Reproduce the records precisely. Omit every picture.

Input data |
▶

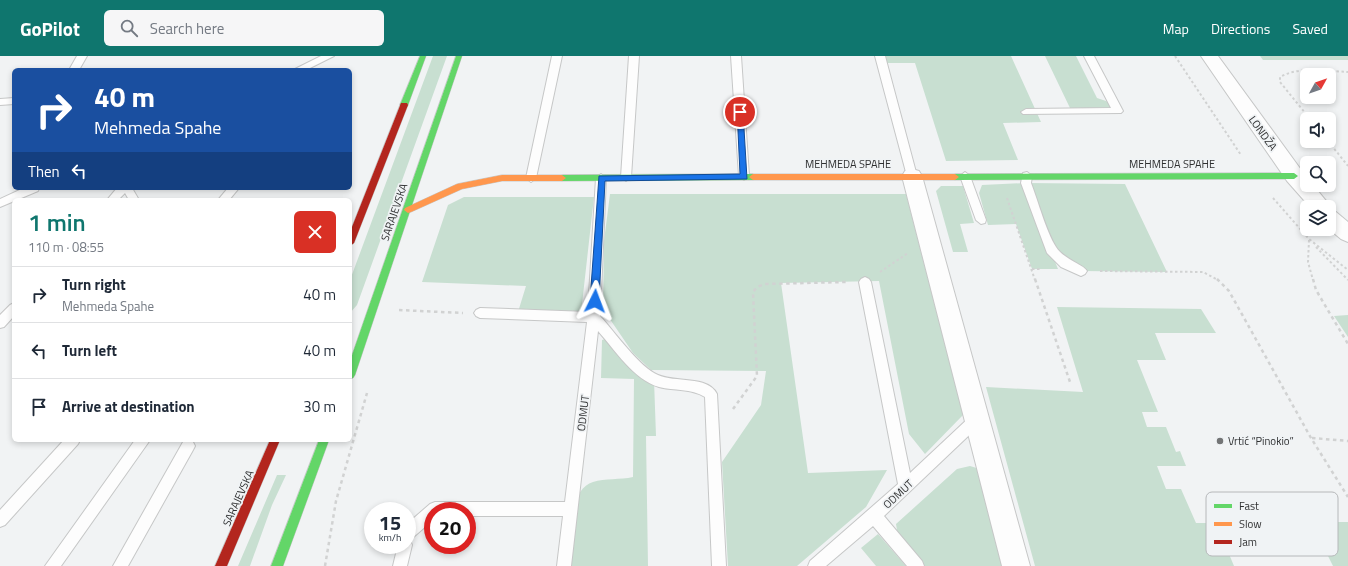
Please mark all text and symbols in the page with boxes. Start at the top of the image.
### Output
search box [104,10,384,46]
text: GoPilot [20,14,80,43]
icon: search [118,17,140,39]
text: Search here [150,17,224,40]
text: Map [1163,18,1189,39]
text: Directions [1211,18,1270,39]
text: Saved [1292,18,1328,39]
north arrow [1300,68,1336,104]
map controls [1300,68,1336,236]
text: 40 m [94,75,155,118]
icon: right [28,84,80,136]
pin [723,95,757,129]
icon: arrive [729,101,751,123]
street label: LONDŽA [1245,112,1281,154]
button: sound [1300,112,1336,148]
text: Mehmeda Spahe [94,114,221,141]
street label: MEHMEDA SPAHE [805,156,891,172]
street label: MEHMEDA SPAHE [1129,156,1215,172]
button: search [1300,156,1336,192]
text: Then [28,160,60,183]
icon: left [68,160,90,182]
street label: SARAJEVSKA [377,181,411,243]
button: layers [1300,200,1336,236]
text: 1 min [28,204,86,240]
button: close [294,211,336,253]
text: 110 m · 08:55 [28,237,104,257]
text: Turn right [62,273,126,296]
position arrow [574,280,616,322]
text: 40 m [303,283,336,306]
icon: right [28,284,50,306]
text: Mehmeda Spahe [62,296,154,316]
text: Turn left [62,339,117,362]
text: 40 m [303,339,336,362]
icon: left [28,340,50,362]
street label: ODMUT [573,394,593,432]
text: Arrive at destination [62,395,195,418]
text: 30 m [303,395,336,418]
icon: arrive [28,396,50,418]
place label: Vrtić “Pinokio” [1228,433,1294,449]
marker: Vrtić “Pinokio” [1215,436,1225,446]
street label: SARAJEVSKA [218,467,258,529]
street label: ODMUT [879,476,917,512]
legend [1206,492,1338,556]
text: Fast [1239,498,1259,514]
speed limit sign: 20 [424,502,476,554]
text: 15 [379,507,401,538]
text: Slow [1239,516,1262,532]
text: km/h [379,530,401,545]
text: Jam [1239,534,1257,550]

◀

Response area |
Please mark all text and symbols in the page with boxes. Start at the top of the image.
### Output
search box [104,10,384,46]
text: GoPilot [20,14,80,43]
icon: search [118,17,140,39]
text: Search here [150,17,224,40]
text: Map [1163,18,1189,39]
text: Directions [1211,18,1270,39]
text: Saved [1292,18,1328,39]
north arrow [1300,68,1336,104]
map controls [1300,68,1336,236]
text: 40 m [94,75,155,118]
icon: right [28,84,80,136]
pin [723,95,757,129]
icon: arrive [729,101,751,123]
street label: LONDŽA [1245,112,1281,154]
button: sound [1300,112,1336,148]
text: Mehmeda Spahe [94,114,221,141]
street label: MEHMEDA SPAHE [805,156,891,172]
street label: MEHMEDA SPAHE [1129,156,1215,172]
button: search [1300,156,1336,192]
text: Then [28,160,60,183]
icon: left [68,160,90,182]
street label: SARAJEVSKA [377,181,411,243]
button: layers [1300,200,1336,236]
text: 1 min [28,204,86,240]
button: close [294,211,336,253]
text: 110 m · 08:55 [28,237,104,257]
text: Turn right [62,273,126,296]
position arrow [574,280,616,322]
text: 40 m [303,283,336,306]
icon: right [28,284,50,306]
text: Mehmeda Spahe [62,296,154,316]
text: Turn left [62,339,117,362]
text: 40 m [303,339,336,362]
icon: left [28,340,50,362]
street label: ODMUT [573,394,593,432]
text: Arrive at destination [62,395,195,418]
text: 30 m [303,395,336,418]
icon: arrive [28,396,50,418]
place label: Vrtić “Pinokio” [1228,433,1294,449]
marker: Vrtić “Pinokio” [1215,436,1225,446]
street label: SARAJEVSKA [218,467,258,529]
street label: ODMUT [879,476,917,512]
legend [1206,492,1338,556]
text: Fast [1239,498,1259,514]
speed limit sign: 20 [424,502,476,554]
text: 15 [379,507,401,538]
text: Slow [1239,516,1262,532]
text: km/h [379,530,401,545]
text: Jam [1239,534,1257,550]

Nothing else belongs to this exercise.